O globo, n. 31200, 08/01/2019. País, p. 4
Aparando arestas
Jussara Soares
Eduardo Bresciani
08/01/2019
Presidente chama Guedes e Onyx para unificar discurso
Os desencontros na comunicação entre o chefe da Casa Civil, Onyx Lorenzoni, e o ministro da Economia, Paulo Guedes, levaram o presidente Jair Bolsonaro a arbitrar ontem o primeiro atrito na sua equipe de governo. Contra as notícias de conflito entre a “ala política” e a equipe econômica sobre as primeiras medidas de sua gestão, Bolsonaro chamou ao gabinete, logo no início da manhã, Onyx e Guedes para afinar o discurso.
O vice, Hamilton Mourão, e o ministro do Gabinete de Segurança Institucional (GSI), Augusto Heleno, também foram convocados para ajudar na tarefa. No meio da tarde, a Casa Civil chegou a divulgar uma foto em que Onyx e Guedes aparecem almoçando no Palácio do Planalto.
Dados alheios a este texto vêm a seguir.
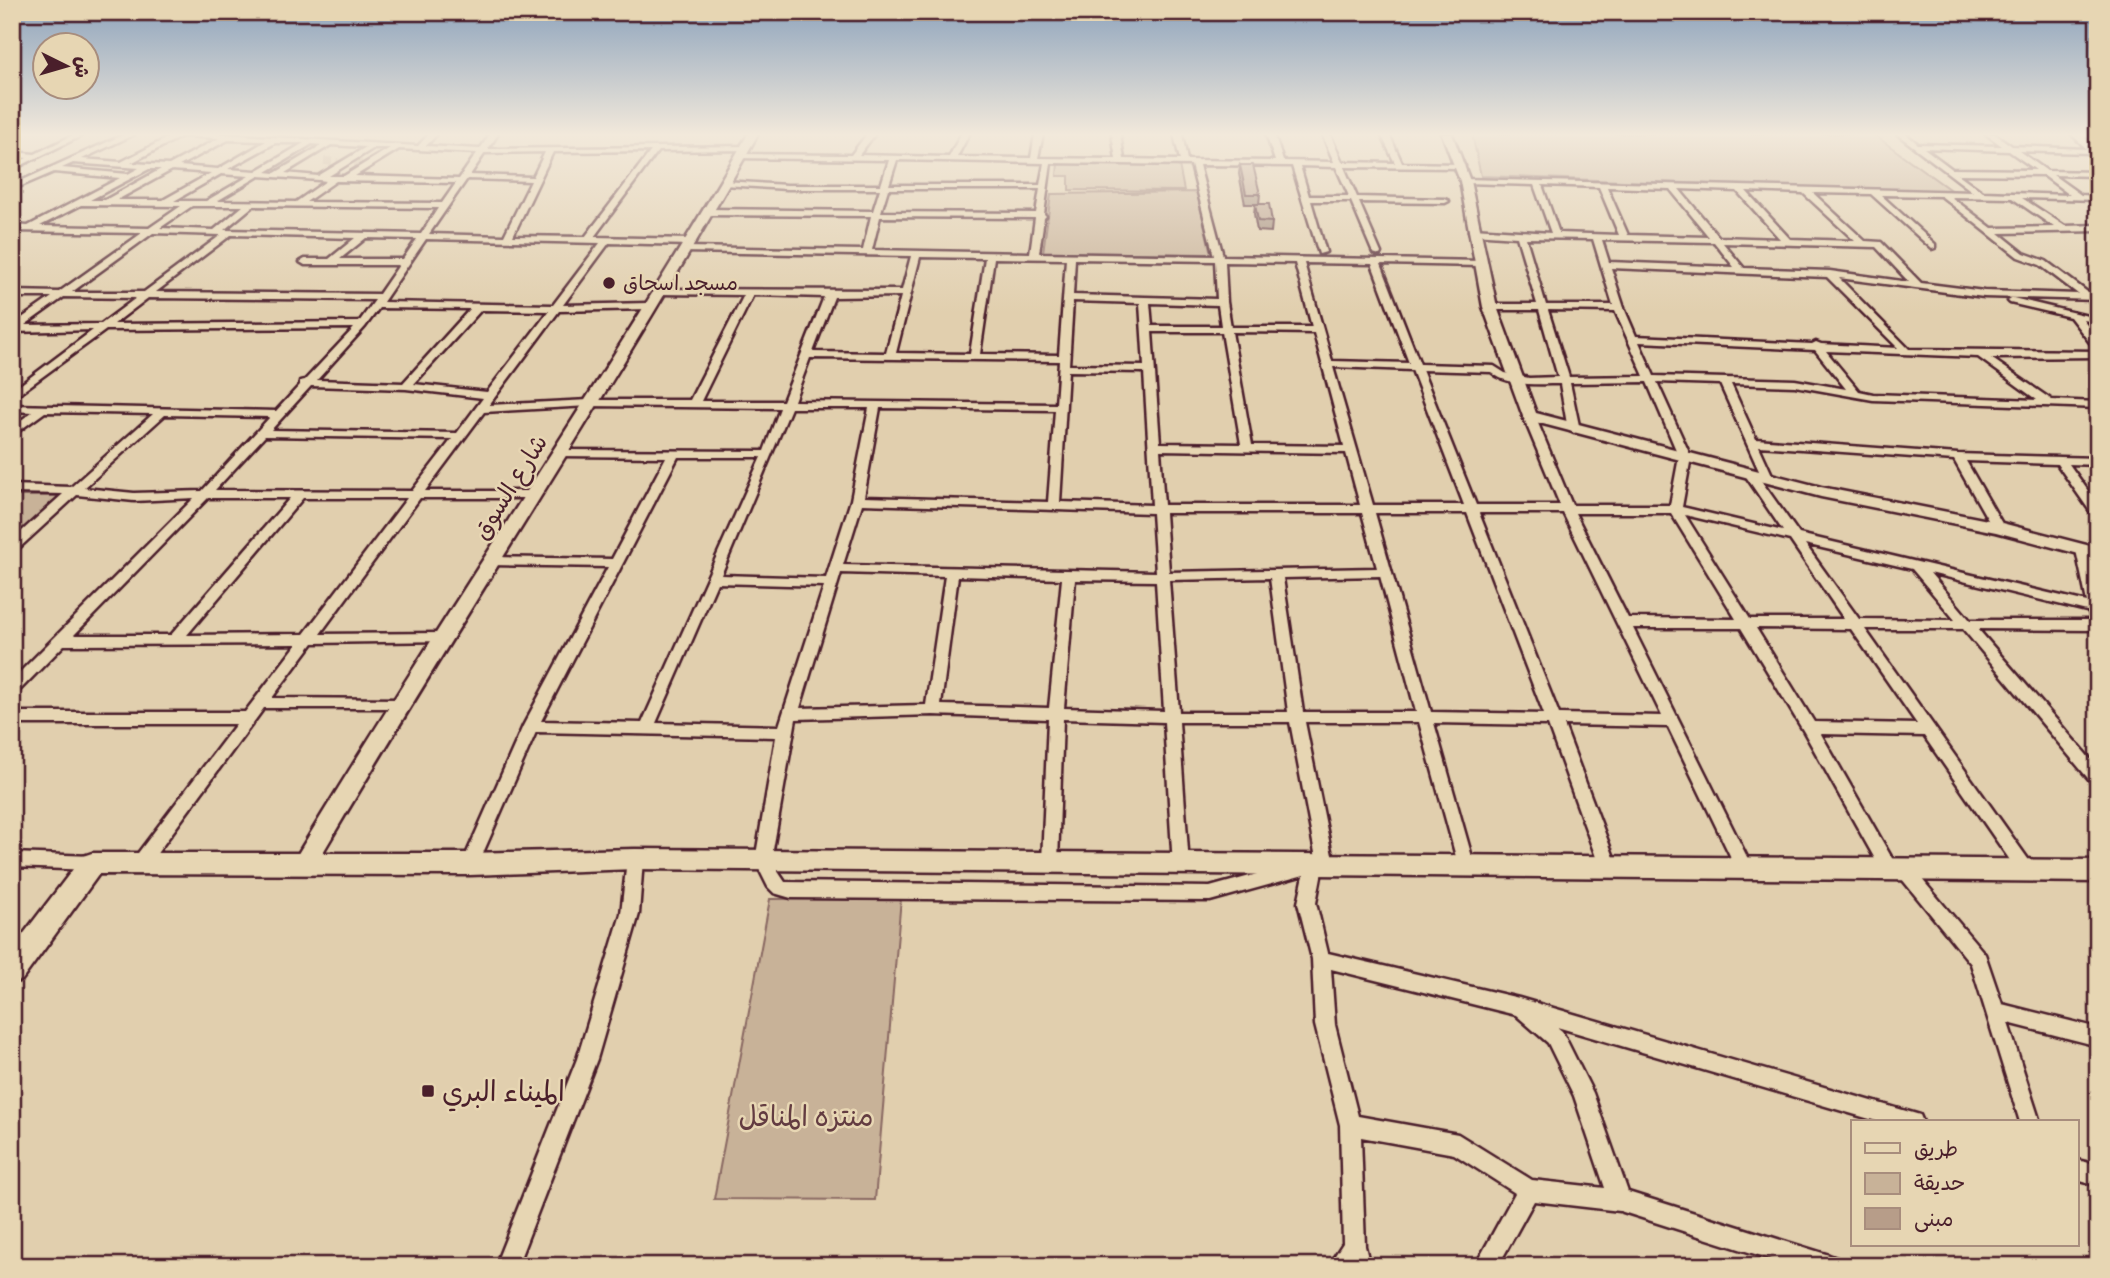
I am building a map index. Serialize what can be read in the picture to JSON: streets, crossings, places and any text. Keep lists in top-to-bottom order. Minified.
{"streets":{"street":["شارع السوق"]},"parks":["منتزه المناقل"],"places":{"other":["مسجد اسحاق"],"transit":["الميناء البري"]},"legend":["طريق","حديقة","مبنى"],"north":"right"}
Os embates entre o homem forte da economia e a ala política do Planalto, encabeçada por Onyx, têm a reforma da Previdência como tema principal. Enquanto Guedes é a favor de
um proposta com efeito de longo prazo, Onyx defende um texto que tenha facilidade de aprovação, mesmo que o impacto nas contas públicas seja limitado —na campanha, por exemplo, chegou a dizer que era contrário ao projeto enviado ao Congresso pelo ex-presidente Michel Temer. Na semana passada, em entrevista ao SBT, Bolsonaro falou de detalhes da reforma que não estavam nos planos da equipe de Guedes.
Porta-voz do governo
Diante da repercussão do episódio da última semana, o Palácio do Planalto avalia que o governo precisa indicar com rapidez um portavoz e organizar de modo profissional a comunicação.
Ontem, Heleno admitiu que o governo fará mudanças na área e que as aparentes “divergências” decorrem do excesso de “peso em cima da costas do presidente”, que ouve “muita coisa sem ter tempo de conferir se o que ele está ouvindo já pode ser anunciado”.
— Para quem está começando o governo e tinha um assessoramento de campanha muito mais precário, menos sofisticado, com uma repercussão grande, mas sem a responsabilidade da repercussão de uma fala presidencial, ele (Bolsonaro) hoje mesmo fez um comentário sobre isso e vamos ver mudanças —disse Heleno.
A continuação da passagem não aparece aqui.